Jules Verne: Five Weeks in a Balloon

24. CHAPTER TWENTY-FOURTH. (continued)

These anxieties, and the incidents recently occurring, had not been without their effect upon the spirits of our three travellers. They conversed less, and were more wrapt in their own thoughts.

Joe, clever lad as he was, seemed no longer the same person since his gaze had plunged into that ocean of gold. He kept entirely silent, and gazed incessantly upon the stony fragments heaped up in the car--worthless to-day, but of inestimable value to-morrow.

The appearance of this part of Africa was, moreover, quite calculated to inspire alarm: the desert was gradually expanding around them; not another village was to be seen--not even a collection of a few huts; and vegetation also was disappearing. Barely a few dwarf plants could now be noticed, like those on the wild heaths of Scotland; then came the first tract of grayish sand and flint, with here and there a lentisk tree and brambles. In the midst of this sterility, the rudimental carcass of the Globe appeared in ridges of sharply-jutting rock. These symptoms of a totally dry and barren region greatly disquieted Dr. Ferguson.

It seemed as though no caravan had ever braved this desert expanse, or it would have left visible traces of its encampments, or the whitened bones of men and animals. But nothing of the kind was to be seen, and the aeronauts felt that, ere long, an immensity of sand would cover the whole of this desolate region.

However, there was no going back; they must go forward; and, indeed, the doctor asked for nothing better; he would even have welcomed a tempest to carry him beyond this country. But, there was not a cloud in the sky. At the close of the day, the balloon had not made thirty miles.

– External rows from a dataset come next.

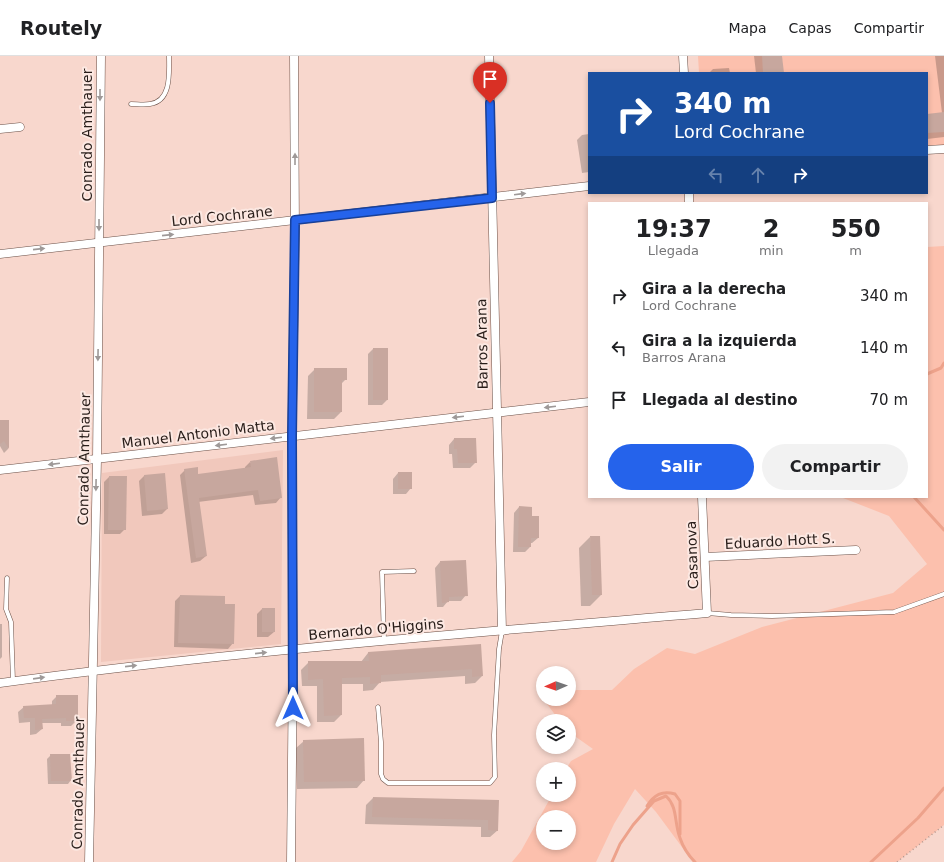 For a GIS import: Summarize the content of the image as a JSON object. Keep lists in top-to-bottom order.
{
  "streets": {
    "street": [
      "Conrado Amthauer",
      "Lord Cochrane",
      "Barros Arana",
      "Manuel Antonio Matta",
      "Eduardo Hott S.",
      "Casanova",
      "Bernardo O'Higgins"
    ]
  },
  "crossings": [
    ["Conrado Amthauer", "Lord Cochrane"],
    ["Conrado Amthauer", "Manuel Antonio Matta"],
    ["Conrado Amthauer", "Bernardo O'Higgins"],
    ["Lord Cochrane", "Barros Arana"],
    ["Barros Arana", "Manuel Antonio Matta"],
    ["Barros Arana", "Bernardo O'Higgins"],
    ["Eduardo Hott S.", "Casanova"],
    ["Casanova", "Bernardo O'Higgins"]
  ],
  "one_way": [
    "Conrado Amthauer",
    "Lord Cochrane",
    "Manuel Antonio Matta",
    "Bernardo O'Higgins"
  ],
  "north": "left",
  "page": {
    "header": "Routely",
    "nav": ["Mapa", "Capas", "Compartir"],
    "turn": ["340 m", "Lord Cochrane"],
    "eta": [
      "19:37",
      "Llegada",
      "2",
      "min",
      "550",
      "m"
    ],
    "list": [
      {
        "name": "Gira a la derecha",
        "note": "Lord Cochrane",
        "value": "340 m"
      },
      {
        "name": "Gira a la izquierda",
        "note": "Barros Arana",
        "value": "140 m"
      },
      {
        "name": "Llegada al destino",
        "value": "70 m"
      }
    ],
    "buttons": ["Salir", "Compartir"],
    "map_buttons": ["+", "−"]
  }
}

If there had been no lack of water! But, there remained only three gallons in all! The doctor put aside one gallon, destined to quench the burning thirst that a heat of ninety degrees rendered intolerable. Two gallons only then remained to supply the cylinder. Hence, they could produce no more than four hundred and eighty cubic feet of gas; yet the cylinder consumed about nine cubic feet per hour. Consequently, they could not keep on longer than fifty-four hours--and all this was a mathematical calculation!